Despite making several sage heavy dishes (a great pasta with garlic chips, sage and sausage as well as sweet potato ravioli in sage brown butter) we're still awash in the stuff. I think we'll try to dry it this week (or we'll put off trying to dry it long enough that we can feel justified in throwing it away.) This? Is why we stopped planting herbs in our window boxes.

Mary has always had a rocky relationship with fancy greens, so this week's curly endive and mizuna are a bit of a challenge. Thankfully, at least the huge bunch of mizuna is milder than the arugula was so it can be mixed into salads in greater quantities. We've yet to dig into the endive, so we'll see how that goes.

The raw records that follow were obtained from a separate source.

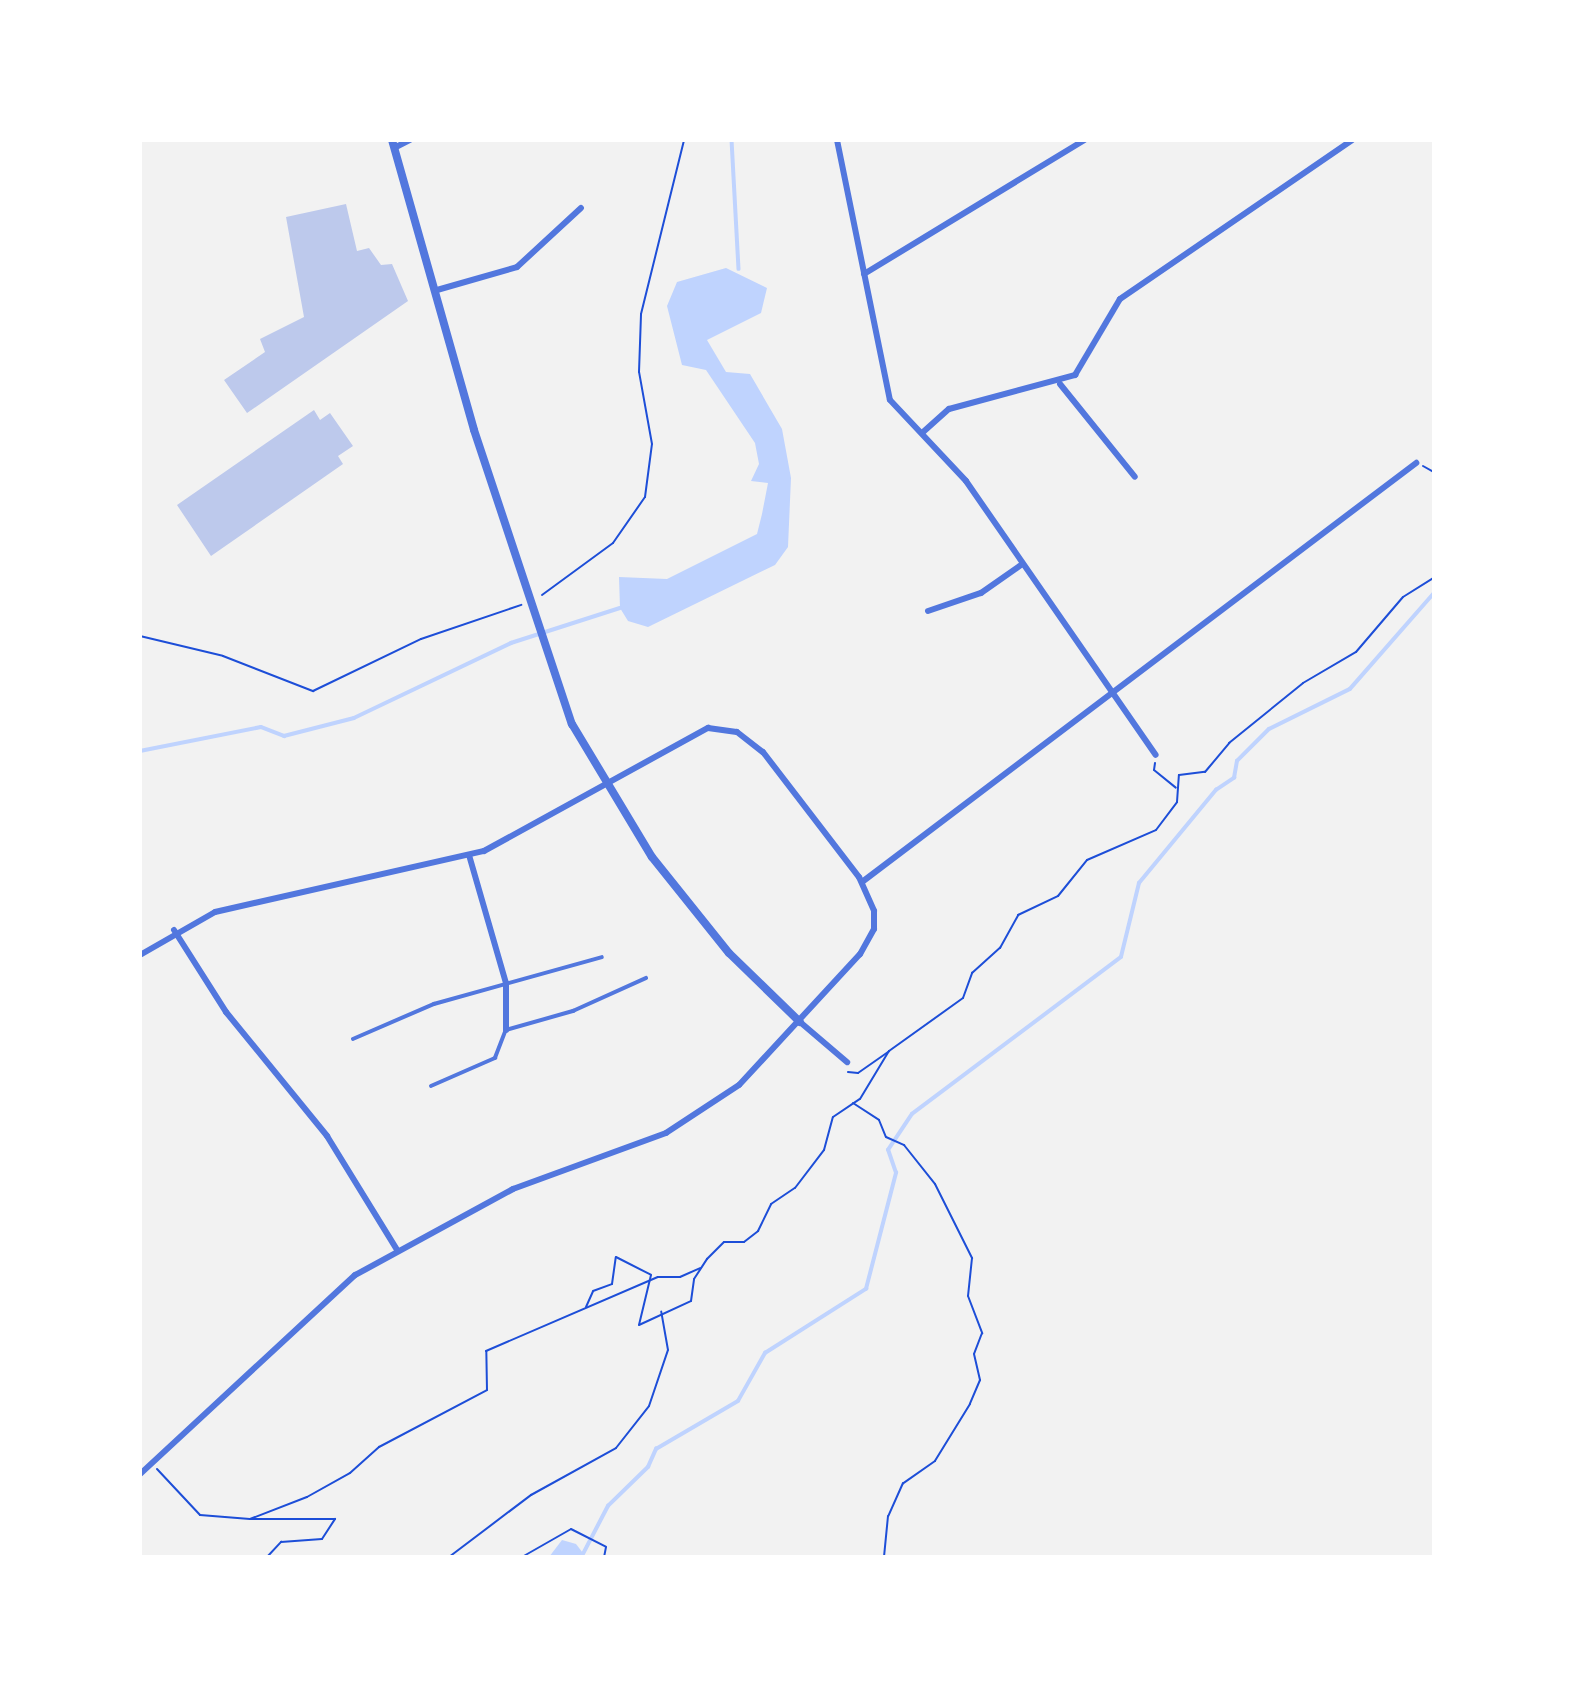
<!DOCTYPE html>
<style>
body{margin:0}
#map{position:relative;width:1574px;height:1697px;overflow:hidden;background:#f2f2f2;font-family:"Asap Condensed",sans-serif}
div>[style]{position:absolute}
.water>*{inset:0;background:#bfd3fe}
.stream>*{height:3.5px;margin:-1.75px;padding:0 1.75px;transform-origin:1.75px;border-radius:1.75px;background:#bfd3fe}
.building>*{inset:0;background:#bdc9ec}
.path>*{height:2px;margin:-1px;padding:0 1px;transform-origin:1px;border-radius:1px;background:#1d4ed8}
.service>*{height:3.5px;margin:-1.75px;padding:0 1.75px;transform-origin:1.75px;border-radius:1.75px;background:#5277de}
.minor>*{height:6px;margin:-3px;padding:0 3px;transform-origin:3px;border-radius:3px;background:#5277de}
.tertiary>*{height:8px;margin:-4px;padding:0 4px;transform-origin:4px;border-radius:4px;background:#5277de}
span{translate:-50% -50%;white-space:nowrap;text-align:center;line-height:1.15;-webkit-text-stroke:7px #fff;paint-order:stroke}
.frame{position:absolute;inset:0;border:142px solid #fff;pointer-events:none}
</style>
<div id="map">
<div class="water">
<i style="clip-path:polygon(726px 268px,767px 288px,761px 313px,707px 340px,726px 372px,750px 374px,782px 429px,791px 478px,788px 547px,775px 565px,648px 627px,628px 621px,620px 608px,619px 577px,667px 579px,757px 534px,762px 514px,768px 483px,751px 481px,759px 464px,755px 443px,706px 370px,682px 365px,667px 306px,677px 282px)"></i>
<i style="clip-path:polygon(562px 1540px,576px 1544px,586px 1557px,549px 1557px)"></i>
</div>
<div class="stream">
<i style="left:732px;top:140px;width:129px;rotate:86.9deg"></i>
<i style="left:140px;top:751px;width:123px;rotate:-11.2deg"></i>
<i style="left:261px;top:727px;width:25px;rotate:21deg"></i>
<i style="left:284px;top:736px;width:72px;rotate:-14.4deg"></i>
<i style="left:354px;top:718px;width:174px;rotate:-25.5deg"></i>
<i style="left:511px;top:643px;width:114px;rotate:-17.8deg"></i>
<i style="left:583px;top:1554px;width:54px;rotate:-62.5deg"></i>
<i style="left:608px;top:1506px;width:56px;rotate:-44.3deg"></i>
<i style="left:648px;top:1467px;width:20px;rotate:-66deg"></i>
<i style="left:656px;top:1449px;width:95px;rotate:-30.3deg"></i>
<i style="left:738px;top:1401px;width:55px;rotate:-60.6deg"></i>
<i style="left:765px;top:1353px;width:120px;rotate:-32.4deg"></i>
<i style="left:866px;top:1289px;width:120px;rotate:-75.5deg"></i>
<i style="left:896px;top:1173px;width:24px;rotate:-109deg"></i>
<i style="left:888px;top:1150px;width:43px;rotate:-56.3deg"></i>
<i style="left:912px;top:1114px;width:261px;rotate:-36.9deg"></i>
<i style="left:1121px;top:957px;width:76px;rotate:-76.3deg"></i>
<i style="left:1139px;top:883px;width:121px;rotate:-50.4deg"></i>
<i style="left:1216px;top:790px;width:22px;rotate:-34deg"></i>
<i style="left:1234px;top:778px;width:17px;rotate:-80deg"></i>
<i style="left:1237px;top:761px;width:45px;rotate:-45deg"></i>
<i style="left:1269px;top:729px;width:90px;rotate:-26.3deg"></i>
<i style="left:1350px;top:689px;width:128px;rotate:-48.8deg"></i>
</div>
<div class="building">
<i style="clip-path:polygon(346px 204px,357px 251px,369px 248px,381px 265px,392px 264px,408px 301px,247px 413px,224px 380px,265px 352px,260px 339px,304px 317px,286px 217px)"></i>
<i style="clip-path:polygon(314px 410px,320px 420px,330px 413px,353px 446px,338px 456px,343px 464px,211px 556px,177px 505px)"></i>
</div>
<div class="path">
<i style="left:1423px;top:466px;width:13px;rotate:29deg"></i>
<i style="left:542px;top:595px;width:88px;rotate:-36.2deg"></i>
<i style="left:613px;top:543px;width:56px;rotate:-55.2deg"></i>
<i style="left:645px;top:497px;width:53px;rotate:-82.5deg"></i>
<i style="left:652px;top:444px;width:73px;rotate:-100.2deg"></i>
<i style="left:639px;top:372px;width:58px;rotate:-88deg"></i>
<i style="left:641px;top:314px;width:179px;rotate:-76.1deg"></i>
<i style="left:140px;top:636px;width:85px;rotate:13.5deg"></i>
<i style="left:223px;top:656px;width:97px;rotate:21.3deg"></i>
<i style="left:313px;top:691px;width:120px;rotate:-25.7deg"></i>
<i style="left:421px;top:639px;width:106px;rotate:-18.8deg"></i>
<i style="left:1155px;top:763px;width:7px;rotate:98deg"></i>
<i style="left:1154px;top:770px;width:28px;rotate:39deg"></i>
<i style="left:848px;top:1072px;width:10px;rotate:6deg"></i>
<i style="left:858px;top:1073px;width:38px;rotate:-35deg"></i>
<i style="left:853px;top:1103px;width:31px;rotate:33deg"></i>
<i style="left:879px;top:1120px;width:18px;rotate:68deg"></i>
<i style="left:886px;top:1137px;width:20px;rotate:24deg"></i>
<i style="left:904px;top:1145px;width:50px;rotate:51.5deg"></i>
<i style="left:935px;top:1184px;width:83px;rotate:63.4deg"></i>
<i style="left:972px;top:1258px;width:38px;rotate:96deg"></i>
<i style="left:968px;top:1296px;width:40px;rotate:69deg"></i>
<i style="left:982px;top:1333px;width:22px;rotate:111deg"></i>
<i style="left:974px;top:1354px;width:27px;rotate:77deg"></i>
<i style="left:980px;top:1380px;width:26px;rotate:113deg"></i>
<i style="left:970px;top:1404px;width:67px;rotate:121.6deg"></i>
<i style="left:935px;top:1461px;width:39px;rotate:145deg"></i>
<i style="left:903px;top:1483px;width:36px;rotate:114deg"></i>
<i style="left:888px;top:1516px;width:41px;rotate:95.6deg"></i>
<i style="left:586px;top:1307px;width:17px;rotate:-66deg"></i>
<i style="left:593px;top:1291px;width:20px;rotate:-20deg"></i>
<i style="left:612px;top:1284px;width:27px;rotate:-82deg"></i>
<i style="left:616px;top:1257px;width:39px;rotate:27deg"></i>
<i style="left:651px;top:1275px;width:51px;rotate:103.5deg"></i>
<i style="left:639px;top:1325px;width:57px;rotate:-24.8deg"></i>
<i style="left:691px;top:1301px;width:22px;rotate:-82deg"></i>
<i style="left:694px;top:1279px;width:24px;rotate:-57deg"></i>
<i style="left:707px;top:1259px;width:24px;rotate:-45deg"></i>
<i style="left:724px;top:1242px;width:20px"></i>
<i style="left:744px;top:1242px;width:18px;rotate:-38deg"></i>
<i style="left:758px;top:1231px;width:30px;rotate:-64deg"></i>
<i style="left:771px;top:1204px;width:29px;rotate:-34deg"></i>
<i style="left:795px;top:1188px;width:48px;rotate:-52.7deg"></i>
<i style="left:824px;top:1150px;width:34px;rotate:-75deg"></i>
<i style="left:833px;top:1117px;width:32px;rotate:-34deg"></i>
<i style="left:860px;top:1099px;width:56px;rotate:-58.9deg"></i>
<i style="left:889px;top:1051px;width:91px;rotate:-35.6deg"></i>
<i style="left:963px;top:998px;width:27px;rotate:-70deg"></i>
<i style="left:972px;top:973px;width:38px;rotate:-42deg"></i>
<i style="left:1000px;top:948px;width:38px;rotate:-61deg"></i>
<i style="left:1018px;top:915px;width:44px;rotate:-25.4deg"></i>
<i style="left:1058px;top:896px;width:46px;rotate:-51.1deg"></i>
<i style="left:1087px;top:860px;width:75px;rotate:-23.5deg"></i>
<i style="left:1156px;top:830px;width:35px;rotate:-53deg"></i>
<i style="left:1177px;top:802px;width:27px;rotate:-86deg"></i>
<i style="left:1179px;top:775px;width:26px;rotate:-7deg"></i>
<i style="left:1205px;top:772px;width:38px;rotate:-50deg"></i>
<i style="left:1229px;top:743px;width:95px;rotate:-39deg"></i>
<i style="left:1303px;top:683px;width:61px;rotate:-30.3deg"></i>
<i style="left:1356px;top:652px;width:72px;rotate:-49.5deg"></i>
<i style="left:1403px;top:597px;width:36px;rotate:-32deg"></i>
<i style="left:157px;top:1469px;width:63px;rotate:46.9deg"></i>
<i style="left:200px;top:1515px;width:50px;rotate:4.6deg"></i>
<i style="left:267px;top:1557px;width:21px;rotate:-47deg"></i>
<i style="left:281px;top:1542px;width:41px;rotate:-4.2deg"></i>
<i style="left:322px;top:1539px;width:24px;rotate:-57deg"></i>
<i style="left:335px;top:1519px;width:85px;rotate:180deg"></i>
<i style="left:250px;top:1519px;width:61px;rotate:-21.1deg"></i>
<i style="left:307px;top:1497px;width:49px;rotate:-29.2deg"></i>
<i style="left:350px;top:1473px;width:39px;rotate:-42deg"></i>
<i style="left:379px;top:1447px;width:122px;rotate:-27.8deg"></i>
<i style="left:487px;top:1390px;width:39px;rotate:-91deg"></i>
<i style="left:486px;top:1351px;width:187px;rotate:-23.3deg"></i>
<i style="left:658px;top:1277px;width:22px"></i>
<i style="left:680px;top:1277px;width:22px;rotate:-24deg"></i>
<i style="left:449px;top:1557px;width:103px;rotate:-37.1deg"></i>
<i style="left:531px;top:1495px;width:97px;rotate:-28.9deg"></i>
<i style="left:616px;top:1448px;width:53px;rotate:-51.8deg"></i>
<i style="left:649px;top:1406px;width:59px;rotate:-71.3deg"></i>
<i style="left:668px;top:1350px;width:39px;rotate:-100deg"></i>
<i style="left:522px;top:1557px;width:56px;rotate:-29.7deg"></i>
<i style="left:571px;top:1529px;width:39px;rotate:27deg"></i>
<i style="left:606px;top:1547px;width:10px;rotate:101deg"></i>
</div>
<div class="service">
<i style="left:353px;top:1039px;width:88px;rotate:-23.4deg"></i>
<i style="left:434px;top:1004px;width:174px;rotate:-15.6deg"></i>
<i style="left:431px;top:1086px;width:70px;rotate:-23.6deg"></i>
<i style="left:495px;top:1058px;width:30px;rotate:-69deg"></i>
<i style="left:506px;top:1030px;width:70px;rotate:-15.8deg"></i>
<i style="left:573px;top:1011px;width:80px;rotate:-24.3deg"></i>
</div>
<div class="minor">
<i style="left:837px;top:140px;width:265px;rotate:78.5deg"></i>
<i style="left:890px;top:400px;width:111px;rotate:46.8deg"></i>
<i style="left:966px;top:481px;width:333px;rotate:55.3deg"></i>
<i style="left:394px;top:148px;width:18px;rotate:-27deg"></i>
<i style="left:864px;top:274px;width:258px;rotate:-31.3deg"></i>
<i style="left:437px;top:290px;width:83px;rotate:-16deg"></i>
<i style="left:517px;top:267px;width:87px;rotate:-42.7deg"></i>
<i style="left:1060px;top:384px;width:119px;rotate:51.1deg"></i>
<i style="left:922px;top:433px;width:36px;rotate:-42deg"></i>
<i style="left:949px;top:409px;width:131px;rotate:-15.1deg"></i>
<i style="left:1075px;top:375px;width:88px;rotate:-59.4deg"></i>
<i style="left:1120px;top:299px;width:281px;rotate:-34.4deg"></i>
<i style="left:928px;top:611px;width:56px;rotate:-18.8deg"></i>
<i style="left:981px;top:593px;width:49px;rotate:-35deg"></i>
<i style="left:469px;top:855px;width:133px;rotate:73.9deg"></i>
<i style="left:506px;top:983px;width:47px;rotate:90deg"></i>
<i style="left:862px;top:882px;width:695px;rotate:-37.1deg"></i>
<i style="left:174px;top:930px;width:97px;rotate:57.6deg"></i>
<i style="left:226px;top:1012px;width:160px;rotate:50.8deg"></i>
<i style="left:327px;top:1136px;width:134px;rotate:58.4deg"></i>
<i style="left:140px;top:955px;width:86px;rotate:-29.8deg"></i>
<i style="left:215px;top:912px;width:276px;rotate:-12.8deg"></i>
<i style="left:484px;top:851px;width:256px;rotate:-28.8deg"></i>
<i style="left:708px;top:728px;width:29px;rotate:8deg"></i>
<i style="left:737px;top:732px;width:33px;rotate:38deg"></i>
<i style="left:763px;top:752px;width:158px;rotate:52.5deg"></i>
<i style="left:859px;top:877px;width:37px;rotate:66deg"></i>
<i style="left:874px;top:911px;width:18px;rotate:90deg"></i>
<i style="left:874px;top:929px;width:29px;rotate:119deg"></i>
<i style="left:860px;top:954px;width:178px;rotate:132.7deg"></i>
<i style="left:739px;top:1085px;width:87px;rotate:146.7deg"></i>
<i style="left:666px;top:1133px;width:163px;rotate:159.9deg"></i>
<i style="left:513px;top:1189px;width:180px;rotate:151.4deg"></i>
<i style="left:355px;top:1275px;width:293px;rotate:137.2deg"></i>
<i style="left:800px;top:1022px;width:62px;rotate:40.4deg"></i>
</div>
<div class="tertiary">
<i style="left:392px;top:140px;width:301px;rotate:74.2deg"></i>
<i style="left:474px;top:430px;width:310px;rotate:71.6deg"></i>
<i style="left:572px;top:724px;width:155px;rotate:59deg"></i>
<i style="left:652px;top:857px;width:123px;rotate:51.3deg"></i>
<i style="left:729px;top:953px;width:99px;rotate:44.2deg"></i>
</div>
<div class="frame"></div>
</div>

We really did briefly consider doing something with our beets other than roasted beet salad with onions and feta, but then we came to our senses. We have a beet risotto recipe that sounds fascinating (and like it would be an awesome color,) but since it's a side we'd need a pretty easy dinner to go with it. I've also been tempted lately to try to make a quick bread or cake with shredded beets (which I'd probably base on some form of carrot cake recipe) but that may be a bit experimental for Mary. If I do give that a go, I'll post pictures of the misadventures.

Two red onions.

Thank goodness, it's more potatoes. We have a few potato recipes on the menu for the coming week, including a dill potato salad and a roasted potato recipe that we've made before, so hopefully we won't fall too far behind. I made hash browns with some of last week's, and they actually came out crispy! The trick is to keep squeezing the shredded potato until you can't get any more moisture out before tossing them in the pan. Who knew?

Half of this head of red cabbage is getting turned into asian slaw, and the other half will likely become a warm cabbage salad. With potatoes, so it's a twofer!

Italian frying peppers

Honeycrisp apples and moonglow pears both sound a bit like they were named by the same guy who names paint colors. We had the apples in a pork dish where you simmer them in apple cider, then reduce the cider into a glaze for the pork. It was delicious, though whole wheat egg noodles are to be avoided in the future. The pears will probably just get eaten as is.

Sungold tomatoes are like candy. We grew them last year, and they are sweet and wonderful.

Green zebra tomatoes and our "heirloom" tomato (no variety name was given) pretty much tasted like tomatoes, but with less acidity.

This red slicing tomato ended up in an omelet with some of the red onion and italian frying pepper. A hat trick!